** Opening INFORMATION SUPPLIED block **

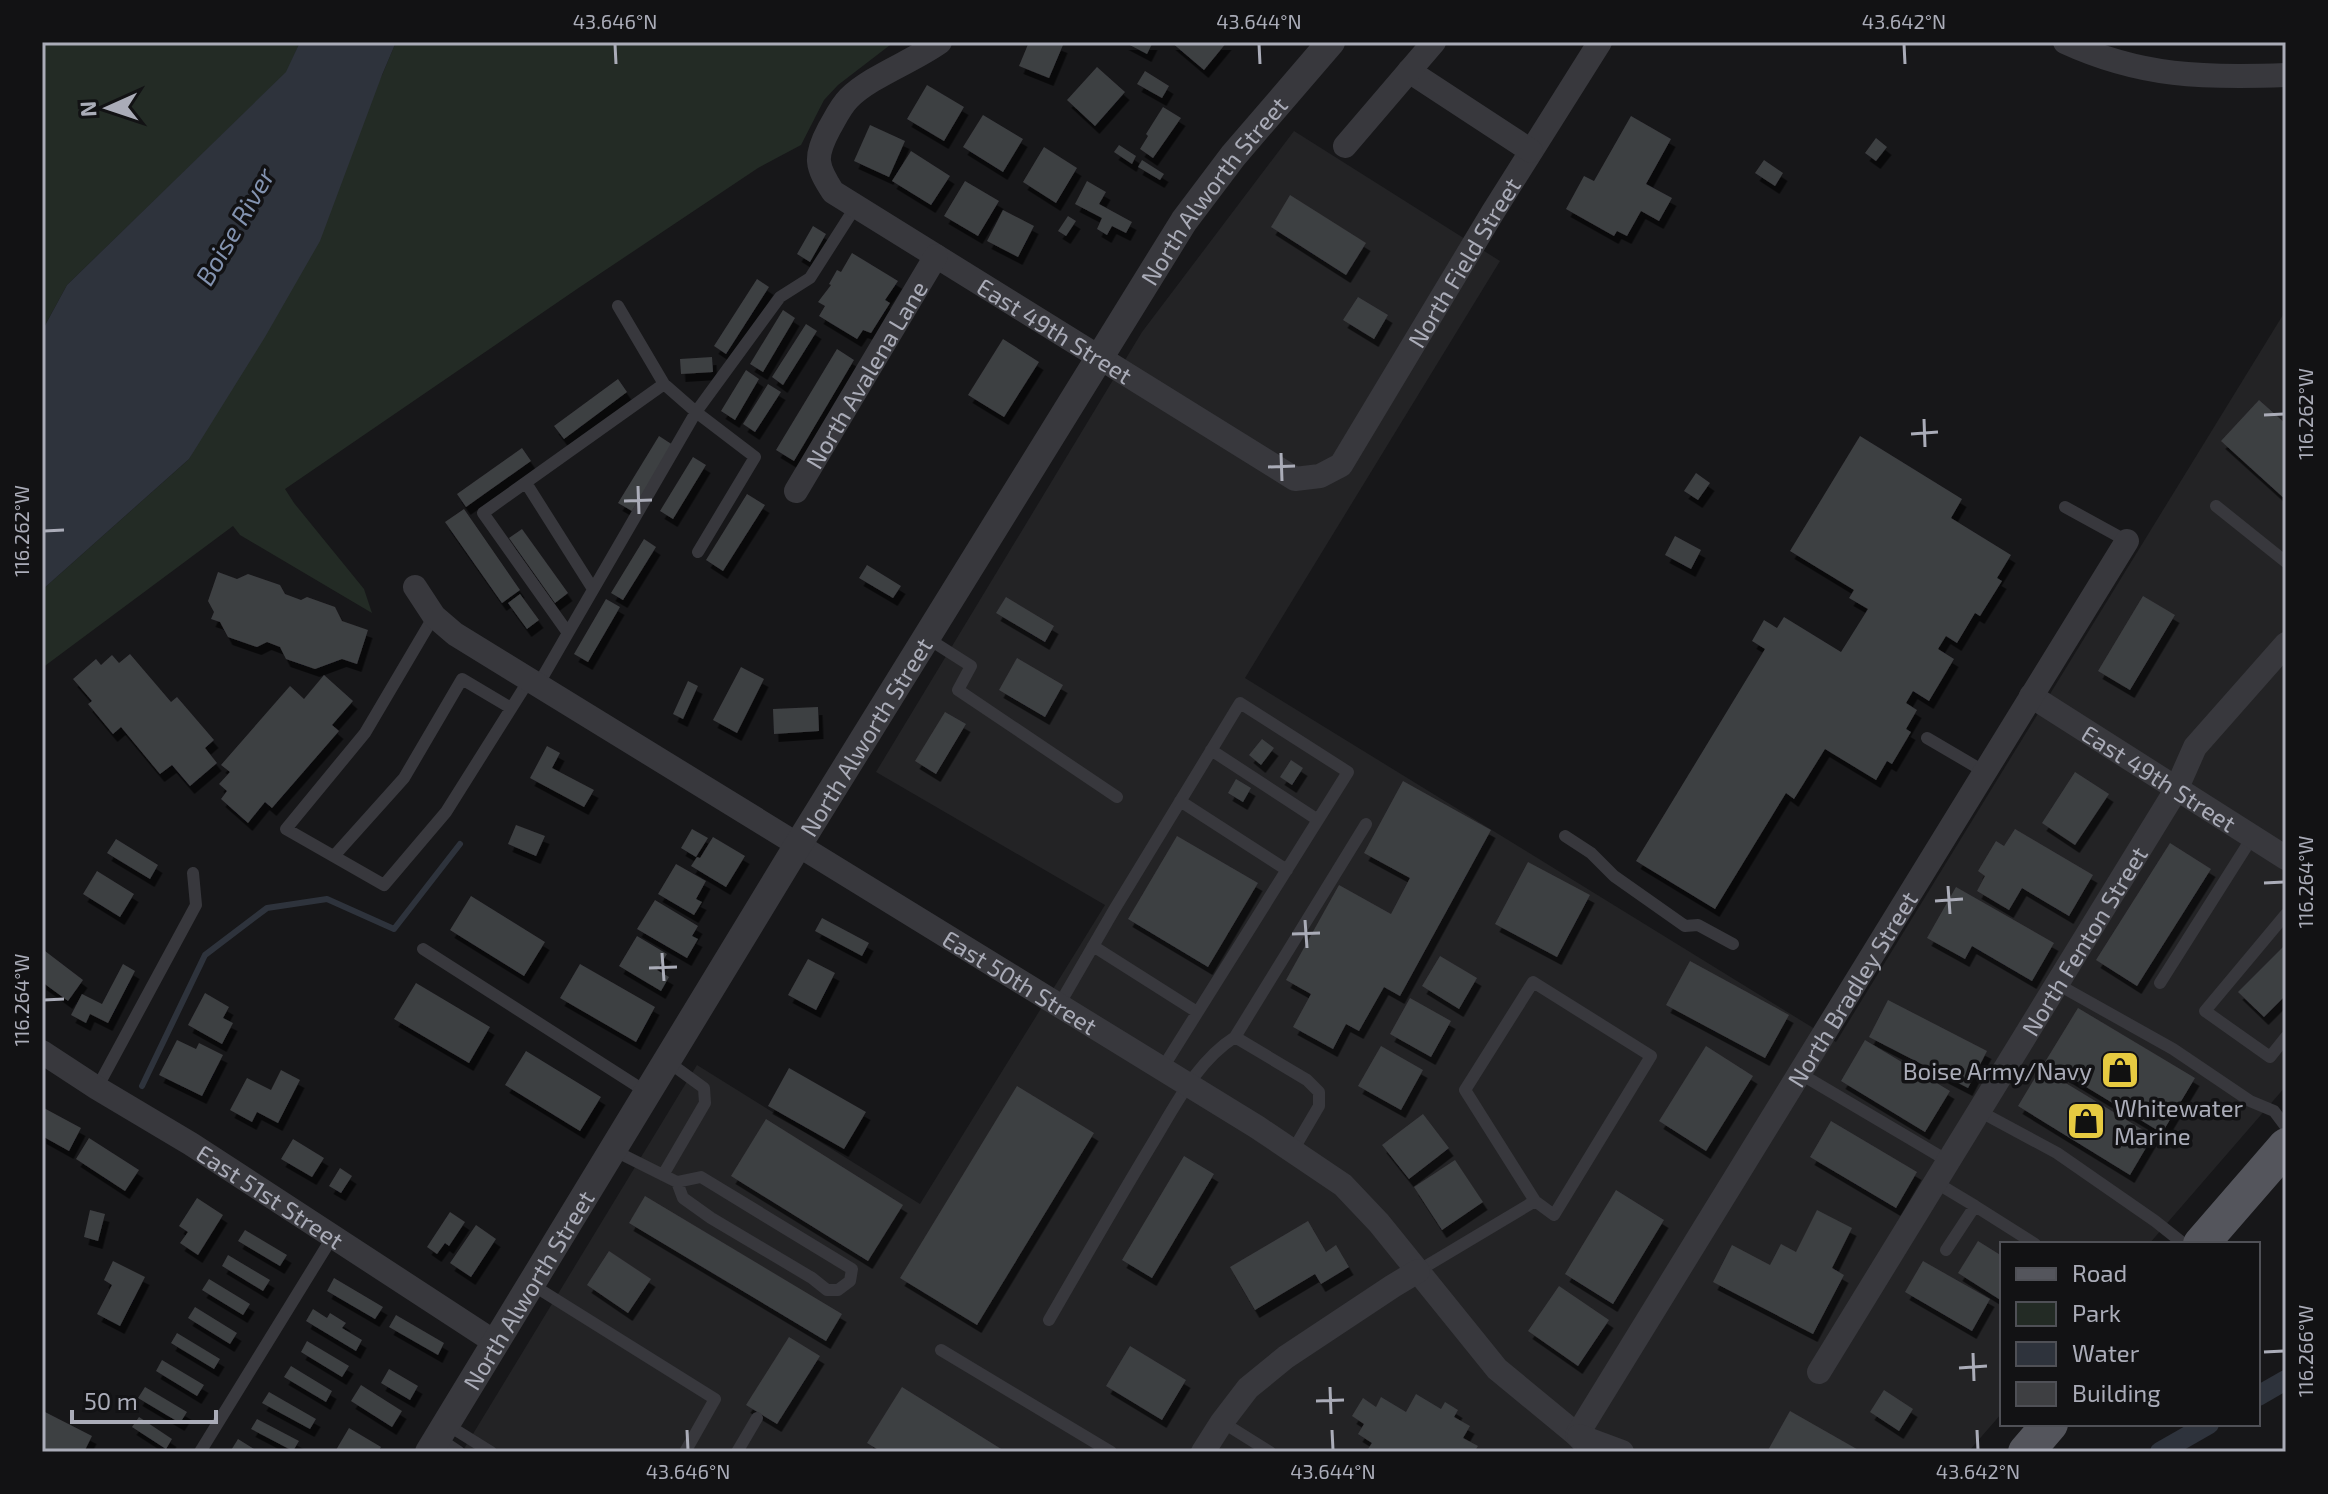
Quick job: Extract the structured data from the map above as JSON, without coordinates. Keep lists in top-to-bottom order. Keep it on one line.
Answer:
{"streets":{"street":["North Alworth Street","North Field Street","East 49th Street","North Avalena Lane","North Fenton Street","East 50th Street","North Bradley Street","East 51st Street"]},"crossings":[["North Alworth Street","East 49th Street"],["North Alworth Street","East 50th Street"],["North Alworth Street","East 51st Street"],["North Field Street","East 49th Street"],["East 49th Street","North Avalena Lane"],["East 49th Street","North Fenton Street"],["East 49th Street","North Bradley Street"],["East 50th Street","North Bradley Street"]],"water":["Boise River"],"places":{"shop":["Boise Army/Navy","Whitewater Marine"]},"legend":["Road","Park","Water","Building"],"scale_bar":"50 m","north":"left","coordinates":["43.646°N","43.644°N","43.642°N","116.262°W","116.264°W","116.266°W"]}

** Closing INFORMATION SUPPLIED block **

When you set down the material above, keep every word exact and include no pictures.

RESULT OF THIS TASK -
Quick job: Extract the structured data from the map above as JSON, without coordinates. Keep lists in top-to-bottom order. Keep it on one line.
Answer:
{"streets":{"street":["North Alworth Street","North Field Street","East 49th Street","North Avalena Lane","North Fenton Street","East 50th Street","North Bradley Street","East 51st Street"]},"crossings":[["North Alworth Street","East 49th Street"],["North Alworth Street","East 50th Street"],["North Alworth Street","East 51st Street"],["North Field Street","East 49th Street"],["East 49th Street","North Avalena Lane"],["East 49th Street","North Fenton Street"],["East 49th Street","North Bradley Street"],["East 50th Street","North Bradley Street"]],"water":["Boise River"],"places":{"shop":["Boise Army/Navy","Whitewater Marine"]},"legend":["Road","Park","Water","Building"],"scale_bar":"50 m","north":"left","coordinates":["43.646°N","43.644°N","43.642°N","116.262°W","116.264°W","116.266°W"]}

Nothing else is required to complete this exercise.